All of the methods in these services are basically groups of tasks, and the classes contain no private member variables (other than references to the dependent services). Before we worried about Unit Testing, we'd just declare all these classes as static and have them call each other directly. Now we'll set up the class like this if the service depends on other services:
public EmployeeService : IEmployeeService
{
private readonly IOrderService _orderSvc;
private readonly IDepartmentService _deptSvc;
private readonly IEmployeeRepository _empRep;
public EmployeeService(IOrderService orderSvc
, IDepartmentService deptSvc
, IEmployeeRepository empRep)
{
_orderSvc = orderSvc;
_deptSvc = deptSvc;
_empRep = empRep;
}
//methods down here
}
This really isn't usually a problem, but I wonder why not set up a factory class that we pass around instead?
i.e.
public ServiceFactory
{
virtual IEmployeeService GetEmployeeService();
virtual IDepartmentService GetDepartmentService();
virtual IOrderService GetOrderService();
}
Then instead of calling:
_orderSvc.CalcOrderTotal(orderId)
we'd call
_svcFactory.GetOrderService.CalcOrderTotal(orderid)
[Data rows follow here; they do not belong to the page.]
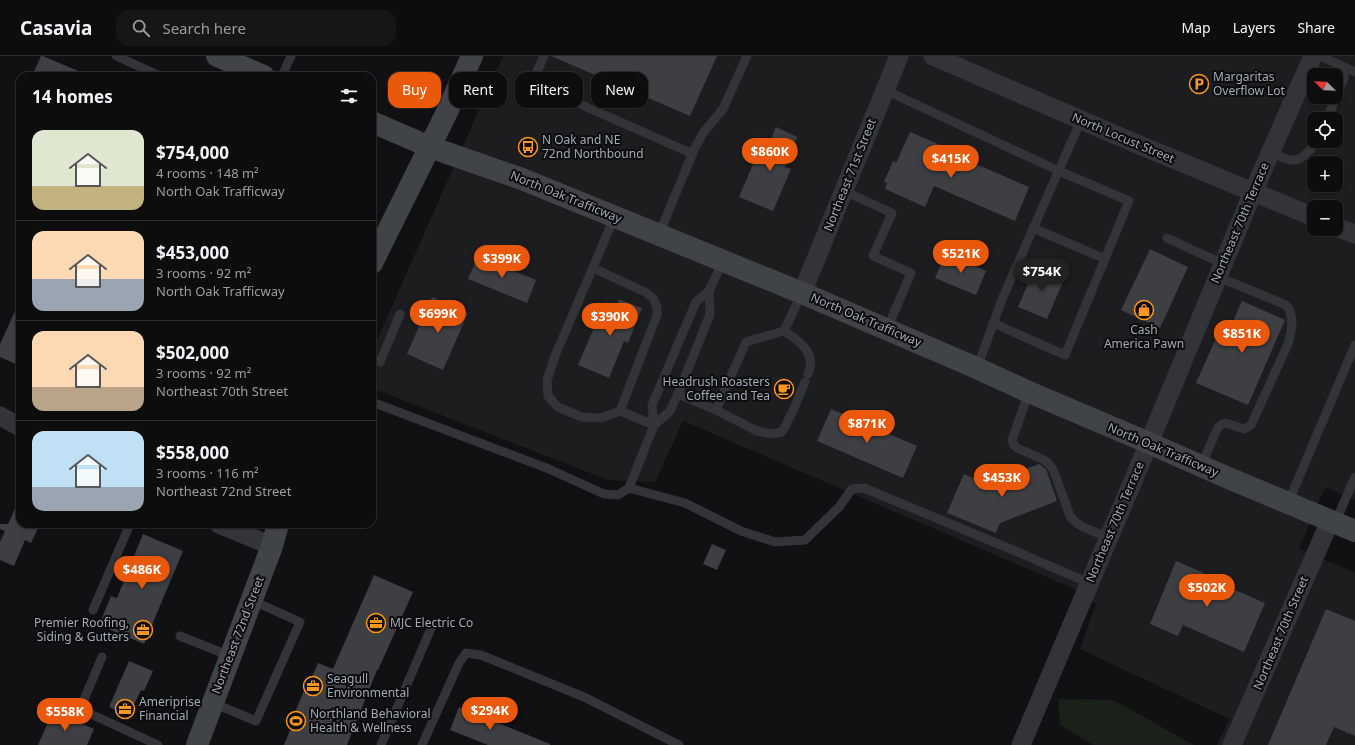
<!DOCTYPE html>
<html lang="en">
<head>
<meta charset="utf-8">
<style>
	:root { --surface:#0d0d0e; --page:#161617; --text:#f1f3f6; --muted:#9a9c9e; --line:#2d2d2e; --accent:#ea580c }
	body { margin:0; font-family:"Noto Sans",sans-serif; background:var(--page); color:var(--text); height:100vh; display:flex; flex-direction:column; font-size:15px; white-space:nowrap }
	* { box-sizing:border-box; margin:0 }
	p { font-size:13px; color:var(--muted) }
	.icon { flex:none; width:22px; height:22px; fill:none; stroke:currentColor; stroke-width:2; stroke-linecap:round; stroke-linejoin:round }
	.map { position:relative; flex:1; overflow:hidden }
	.drawer { position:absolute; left:16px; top:16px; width:360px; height:456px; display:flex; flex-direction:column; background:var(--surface); border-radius:12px; box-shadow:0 1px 3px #0004,0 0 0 1px var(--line) }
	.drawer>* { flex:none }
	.banner { position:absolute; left:388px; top:16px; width:380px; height:36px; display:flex; gap:8px }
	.needle { width:26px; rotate:293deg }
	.fabs { position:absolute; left:1307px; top:12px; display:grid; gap:8px }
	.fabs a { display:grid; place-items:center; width:36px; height:36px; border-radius:8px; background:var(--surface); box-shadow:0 1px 3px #0004,0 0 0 1px var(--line); font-size:20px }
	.price { position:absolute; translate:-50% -34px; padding:0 9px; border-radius:14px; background:var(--accent); color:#fff; font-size:13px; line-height:26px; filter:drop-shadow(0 1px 2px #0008) }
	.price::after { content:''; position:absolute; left:50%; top:24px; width:12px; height:9px; margin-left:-6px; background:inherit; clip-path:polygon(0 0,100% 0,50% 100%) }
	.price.current { background:#222; color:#fff }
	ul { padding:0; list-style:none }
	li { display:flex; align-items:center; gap:12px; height:100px; padding:0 16px }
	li+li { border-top:1px solid var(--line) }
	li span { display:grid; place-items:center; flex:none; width:112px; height:80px; border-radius:12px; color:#555 }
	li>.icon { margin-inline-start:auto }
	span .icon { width:48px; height:48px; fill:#fffc; stroke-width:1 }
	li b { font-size:17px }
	h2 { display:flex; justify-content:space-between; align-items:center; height:48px; padding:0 16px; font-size:17px }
	.chip { padding:0 14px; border-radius:12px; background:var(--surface); box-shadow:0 1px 3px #0004,0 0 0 1px var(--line); font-size:14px; line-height:36px }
	.chip.current { background:var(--accent); color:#fff }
	header { display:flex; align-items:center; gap:24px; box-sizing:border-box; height:56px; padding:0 20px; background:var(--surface); border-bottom:1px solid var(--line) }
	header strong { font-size:19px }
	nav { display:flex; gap:22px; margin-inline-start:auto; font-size:14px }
	.search { width:280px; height:36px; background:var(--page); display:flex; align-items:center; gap:10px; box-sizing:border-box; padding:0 14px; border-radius:12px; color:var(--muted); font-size:15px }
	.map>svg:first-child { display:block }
</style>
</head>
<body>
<header>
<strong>Casavia</strong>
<div class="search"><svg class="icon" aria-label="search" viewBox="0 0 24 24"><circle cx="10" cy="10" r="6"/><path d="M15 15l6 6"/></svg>Search here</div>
<nav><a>Map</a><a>Layers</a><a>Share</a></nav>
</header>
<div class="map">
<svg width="1355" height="689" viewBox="0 0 1355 689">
	<rect width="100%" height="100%" fill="#111113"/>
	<path fill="#1d1d20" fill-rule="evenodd" d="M 503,0 L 1355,0 L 1355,444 L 1325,431 L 1299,493 L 1355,517 L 1355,689 L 1217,689 L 1229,663 L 1080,593 L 1096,548 L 1072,532 L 683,365 L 655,426 L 608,424 L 372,332 L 372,295 ZM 1314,19 L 1336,19 L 1336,41 L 1314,41 ZM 1314,63 L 1336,63 L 1336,85 L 1314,85 ZM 1314,107 L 1336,107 L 1336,129 L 1314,129 ZM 1314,151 L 1336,151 L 1336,173 L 1314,173 Z"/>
	<polygon fill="#192119" points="1058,643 1113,644 1194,689 1093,689 1060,669"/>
	<g fill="#3d3f43">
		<polygon points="41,0 43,0 90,20 32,20"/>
		<polygon points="551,0 717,0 690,60"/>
		<polygon points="776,71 797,81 785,111 791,113 773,155 739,141 757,99 763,101"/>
		<polygon points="910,76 950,93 948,96 1029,131 1015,165 934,130 925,151 885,133 887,127 884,126 893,105 896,107"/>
		<polygon points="1150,193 1188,211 1160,272 1121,254"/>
		<polygon points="946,197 986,215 976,239 935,222"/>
		<polygon points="478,200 536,224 527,247 468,223"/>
		<polygon points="1036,209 1065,221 1047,263 1018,251"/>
		<polygon points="432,241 468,257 443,314 407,298"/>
		<polygon points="619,243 642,252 628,287 624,285 609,322 578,309 605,246 616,250"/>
		<polygon points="20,244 20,310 0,301 0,288"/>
		<polygon points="1242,245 1285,264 1248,349 1196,327 1216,282 1224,286"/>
		<polygon points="831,353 917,390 903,422 817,385"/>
		<polygon points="1039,408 1046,413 1057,445 1000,467 996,477 947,457 964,418 987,428"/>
		<polygon points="20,442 20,468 40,468 31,487 25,484 14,510 0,504 0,486 5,475 0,473 0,468 8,468"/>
		<polygon points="143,478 183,495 144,588 99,569 111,540 117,542"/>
		<polygon points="712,488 726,494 717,514 703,508"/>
		<polygon points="1176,505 1204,517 1203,520 1265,547 1244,596 1183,569 1178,580 1150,568"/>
		<polygon points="374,519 413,536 378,614 377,614 347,689 284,689 291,672 289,671 310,620 312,621 318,607 333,613"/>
		<polygon points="1326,553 1355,565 1355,680 1334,671 1326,689 1268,689"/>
		<polygon points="129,605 153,615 144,635 141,634 129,659 109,651"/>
		<polygon points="459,651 550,688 550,689 488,689 450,674"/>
		<polygon points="53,655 94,673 87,689 38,689"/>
	</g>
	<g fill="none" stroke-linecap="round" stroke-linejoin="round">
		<g stroke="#323438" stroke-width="9">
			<polyline points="116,0 160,20"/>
			<polyline points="544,0 532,27 693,98"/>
			<polyline points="1320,0 1355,16"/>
			<polyline points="282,20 291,0"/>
			<polyline points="885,34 1059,115 1129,145 1065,299 993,267"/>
			<polyline points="1327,63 1344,22 1344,16 1339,9"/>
			<path d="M 1270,96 C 1277,99 1285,104 1292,104 C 1302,105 1312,93 1316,85"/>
			<polyline points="844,135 892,157 873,200 911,217 887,273"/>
			<polyline points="1033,172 1105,203"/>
			<polyline points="659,178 694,94 703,77 723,53 747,0"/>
			<polyline points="1167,182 1223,208"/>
			<polyline points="593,212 645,236 653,242 657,251 657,259 620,355 601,362 582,361 558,351 548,340 547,324 555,300 615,160"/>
			<path d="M 784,275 C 800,285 817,298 808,318"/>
			<polyline points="372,303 380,306 400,258"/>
			<polyline points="977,312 1003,241 1081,64"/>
			<path d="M 1029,336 L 1012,384 L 1013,388 L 1017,392 L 1042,403 L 1048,407 L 1053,413 L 1070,460 C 1078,472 1096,476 1109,481"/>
			<polyline points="678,338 716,354 746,286 784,275 802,237"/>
			<polyline points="372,346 549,413 604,438 618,439 629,432 654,369 652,349 696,246 709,235"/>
			<polyline points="716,354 757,375 772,378 782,376 791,359 805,326"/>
			<polyline points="620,355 654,369"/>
			<polyline points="654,369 670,355 678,338 710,258 709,235 723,205"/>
			<path d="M 1201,410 L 1218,371 L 1222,368 L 1226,367 L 1244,373 L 1251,369 L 1288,288 C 1292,275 1295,260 1286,249 L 1218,221"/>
			<polyline points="629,432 685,447 741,475 775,486 805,484 839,451 852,433 864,432 1013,494 1089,527"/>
			<polyline points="1288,447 1355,289"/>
			<polyline points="1335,467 1355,421"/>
			<polyline points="93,554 130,468"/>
			<polyline points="180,580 230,600"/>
			<polyline points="102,601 80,653 158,689"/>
			<polyline points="213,647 256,665 300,566 251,544"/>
			<polyline points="381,689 432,570"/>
			<polyline points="422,689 459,607 466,597 481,599 584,641 679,689"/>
		</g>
		<g stroke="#323438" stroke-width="19">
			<polyline points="933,0 1132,86 1314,161"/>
			<polyline points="1336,171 1355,178"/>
			<polyline points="802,237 899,0"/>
			<polyline points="0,360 20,371"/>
			<polyline points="219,468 272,490"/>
			<polyline points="1021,689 1149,387 1253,136 1313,0"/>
			<polyline points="1232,689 1330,465"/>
		</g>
		<g stroke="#404348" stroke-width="22">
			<polyline points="217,0 264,20"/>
			<polyline points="372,66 430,91 522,123 802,237 972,310 1029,336 1149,387 1226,421 1355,475"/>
			<polyline points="372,207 446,58 472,0"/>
			<polyline points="197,689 272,490 278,468"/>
		</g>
	</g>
	<defs>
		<symbol id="parking-ring" viewBox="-11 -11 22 22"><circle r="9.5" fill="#0c0c0e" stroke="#ff961d" stroke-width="1.5"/><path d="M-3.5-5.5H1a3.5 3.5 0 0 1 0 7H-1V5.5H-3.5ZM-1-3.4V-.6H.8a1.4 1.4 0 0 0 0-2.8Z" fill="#ff961d"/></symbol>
		<symbol id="bus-ring" viewBox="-11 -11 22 22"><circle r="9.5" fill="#0c0c0e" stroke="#ff961d" stroke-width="1.5"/><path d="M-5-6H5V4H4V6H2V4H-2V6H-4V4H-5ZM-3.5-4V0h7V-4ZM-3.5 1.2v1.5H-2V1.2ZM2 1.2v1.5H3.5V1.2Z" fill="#ff961d"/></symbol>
		<symbol id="shop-ring" viewBox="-11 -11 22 22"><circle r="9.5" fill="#0c0c0e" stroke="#ff961d" stroke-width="1.5"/><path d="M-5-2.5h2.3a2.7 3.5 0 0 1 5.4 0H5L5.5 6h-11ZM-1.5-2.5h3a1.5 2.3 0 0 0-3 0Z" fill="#ff961d"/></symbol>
		<symbol id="cafe-ring" viewBox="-11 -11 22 22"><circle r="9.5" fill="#0c0c0e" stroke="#ff961d" stroke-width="1.5"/><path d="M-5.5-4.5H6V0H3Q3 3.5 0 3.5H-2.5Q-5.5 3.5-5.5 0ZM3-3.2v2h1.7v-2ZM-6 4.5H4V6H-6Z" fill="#ff961d"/></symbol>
		<symbol id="office-ring" viewBox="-11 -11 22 22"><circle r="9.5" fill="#0c0c0e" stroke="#ff961d" stroke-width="1.5"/><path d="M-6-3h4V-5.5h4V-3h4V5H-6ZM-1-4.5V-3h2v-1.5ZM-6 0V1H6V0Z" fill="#ff961d"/></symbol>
		<symbol id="stadium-ring" viewBox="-11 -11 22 22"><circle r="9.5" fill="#0c0c0e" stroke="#ff961d" stroke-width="1.5"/><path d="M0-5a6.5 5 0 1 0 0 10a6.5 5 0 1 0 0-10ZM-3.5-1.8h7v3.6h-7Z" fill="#ff961d"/></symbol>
	</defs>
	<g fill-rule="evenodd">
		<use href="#parking-ring" x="1188" y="17" width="22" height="22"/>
		<use href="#bus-ring" x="517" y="80" width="22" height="22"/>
		<use href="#shop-ring" x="1133" y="243" width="22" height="22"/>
		<use href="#cafe-ring" x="773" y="322" width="22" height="22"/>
		<use href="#office-ring" x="365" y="556" width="22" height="22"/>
		<use href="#office-ring" x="132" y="563" width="22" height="22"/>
		<use href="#office-ring" x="302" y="619" width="22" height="22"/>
		<use href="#office-ring" x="114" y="642" width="22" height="22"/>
		<use href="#stadium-ring" x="285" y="654" width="22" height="22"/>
	</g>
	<g text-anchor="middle" stroke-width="4" stroke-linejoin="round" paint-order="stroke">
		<g font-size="12" fill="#a1aab5" stroke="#0c0c0e" text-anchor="start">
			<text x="1213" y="25">Margaritas<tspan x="1213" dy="14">Overflow Lot</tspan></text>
			<text x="542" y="88">N Oak and NE<tspan x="542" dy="14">72nd Northbound</tspan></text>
			<text x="1144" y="278" text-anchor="middle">Cash<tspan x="1144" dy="14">America Pawn</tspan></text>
			<text x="770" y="330" text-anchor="end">Headrush Roasters<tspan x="770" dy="14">Coffee and Tea</tspan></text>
			<text x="129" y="571" text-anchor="end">Premier Roofing,<tspan x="129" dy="14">Siding &amp; Gutters</tspan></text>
			<text x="390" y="571">MJC Electric Co</text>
			<text x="327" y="627">Seagull<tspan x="327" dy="14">Environmental</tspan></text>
			<text x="139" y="650">Ameriprise<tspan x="139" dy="14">Financial</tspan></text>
			<text x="310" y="662">Northland Behavioral<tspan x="310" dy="14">Health &amp; Wellness</tspan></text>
		</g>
		<g font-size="12" fill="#a1aab5" stroke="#0c0c0e">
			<text transform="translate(1123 82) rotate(23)" y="4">North Locust Street</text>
			<text transform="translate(850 119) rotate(-68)" y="4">Northeast 71st Street</text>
			<text transform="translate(566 141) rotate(22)" y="4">North Oak Trafficway</text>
			<text transform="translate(1240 167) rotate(-67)" y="4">Northeast 70th Terrace</text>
			<text transform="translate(866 264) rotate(23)" y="4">North Oak Trafficway</text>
			<text transform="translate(1163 394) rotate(23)" y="4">North Oak Trafficway</text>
			<text transform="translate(1115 466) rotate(-67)" y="4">Northeast 70th Terrace</text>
			<text transform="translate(1281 577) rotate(-67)" y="4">Northeast 70th Street</text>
			<text transform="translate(238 579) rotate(-69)" y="4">Northeast 72nd Street</text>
		</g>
	</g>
</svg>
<div class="fabs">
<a><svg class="needle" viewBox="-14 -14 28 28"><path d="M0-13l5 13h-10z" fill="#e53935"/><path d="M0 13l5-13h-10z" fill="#9a9c9e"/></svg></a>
<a><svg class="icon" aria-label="locate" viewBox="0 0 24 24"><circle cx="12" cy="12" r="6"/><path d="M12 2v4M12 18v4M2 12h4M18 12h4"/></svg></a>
<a>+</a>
<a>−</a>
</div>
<b class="price" style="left:770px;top:116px">$860K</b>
<b class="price" style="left:951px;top:123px">$415K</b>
<b class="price" style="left:961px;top:218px">$521K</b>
<b class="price" style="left:502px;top:223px">$399K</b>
<b class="price current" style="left:1042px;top:236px">$754K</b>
<b class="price" style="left:438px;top:278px">$699K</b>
<b class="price" style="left:610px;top:281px">$390K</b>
<b class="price" style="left:1242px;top:298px">$851K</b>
<b class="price" style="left:867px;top:388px">$871K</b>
<b class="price" style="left:1002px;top:442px">$453K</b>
<b class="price" style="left:142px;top:534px">$486K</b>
<b class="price" style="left:1207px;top:552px">$502K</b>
<b class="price" style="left:490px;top:675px">$294K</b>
<b class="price" style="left:65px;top:676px">$558K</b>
<div class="banner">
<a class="chip current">Buy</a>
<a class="chip">Rent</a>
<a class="chip">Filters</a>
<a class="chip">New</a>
</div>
<section class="drawer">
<h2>14 homes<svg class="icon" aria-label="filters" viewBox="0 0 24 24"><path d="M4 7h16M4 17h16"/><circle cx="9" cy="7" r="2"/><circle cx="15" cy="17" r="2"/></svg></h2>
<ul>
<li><span style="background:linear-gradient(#dfe7d0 70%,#c2b280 0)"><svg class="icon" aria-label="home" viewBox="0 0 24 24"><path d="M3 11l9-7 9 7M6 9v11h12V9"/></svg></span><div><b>$754,000</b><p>4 rooms · 148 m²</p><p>North Oak Trafficway</p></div></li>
<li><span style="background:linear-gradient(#ffd9b3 60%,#9aa5b1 0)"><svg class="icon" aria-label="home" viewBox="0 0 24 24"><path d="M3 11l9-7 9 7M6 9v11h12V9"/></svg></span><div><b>$453,000</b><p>3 rooms · 92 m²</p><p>North Oak Trafficway</p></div></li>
<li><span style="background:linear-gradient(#ffd9b3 70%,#b9a48a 0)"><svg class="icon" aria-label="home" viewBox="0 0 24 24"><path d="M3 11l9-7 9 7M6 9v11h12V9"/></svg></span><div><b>$502,000</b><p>3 rooms · 92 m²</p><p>Northeast 70th Street</p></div></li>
<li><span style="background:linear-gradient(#bfe0f5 70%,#9aa5b1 0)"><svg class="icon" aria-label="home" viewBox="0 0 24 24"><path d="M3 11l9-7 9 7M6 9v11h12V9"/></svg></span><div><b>$558,000</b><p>3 rooms · 116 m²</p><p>Northeast 72nd Street</p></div></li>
</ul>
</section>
</div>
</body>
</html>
What's the downfall of this method? It's still testable, it still allows us to use D.I. (and handle external dependencies like database contexts and e-mail senders via D.I. within and outside the factory), and it eliminates a lot of D.I. setup and consolidates dependencies more.
Thanks for your thoughts!
One argument against this is that it doesn't make your dependencies clear. It shows that you depend on "some of the stuff in the service factory" but not which services. For refactoring purposes it can be helpful to know exactly what depends on what.
Dependency injection should make this kind of thing easy, if you're using an appropriate framework - it should just be a matter of creating the right constructor, defining what implements which interface, and letting it sort everything out.
Such a factory is essentially a Service Locator, and I consider it an anti-pattern because it obscures your dependencies and make it very easy to violate the Single Responsibility Principle (SRP).
One of the many excellent benefits we derive from Constructor Injection is that it makes violations of the SRP so glaringly obvious.
If most of your classes depend on this three interfaces you could pass an object around that wraps them together, BUT: if most of the classes just depend on one or two of them then it's not a good idea since those classes will have access to objects they don't need and they have no business with and some programmers will always call the code they are not supposed to call just because it's available.
Btw, it's not a factory unless you always create a new object in the Get[...]Service() methods and doing that just for passing a few methods around is bad. I'd just call it ServiceWrapper and turn them into the properties EmployeeService, DepartmentService and OrderService.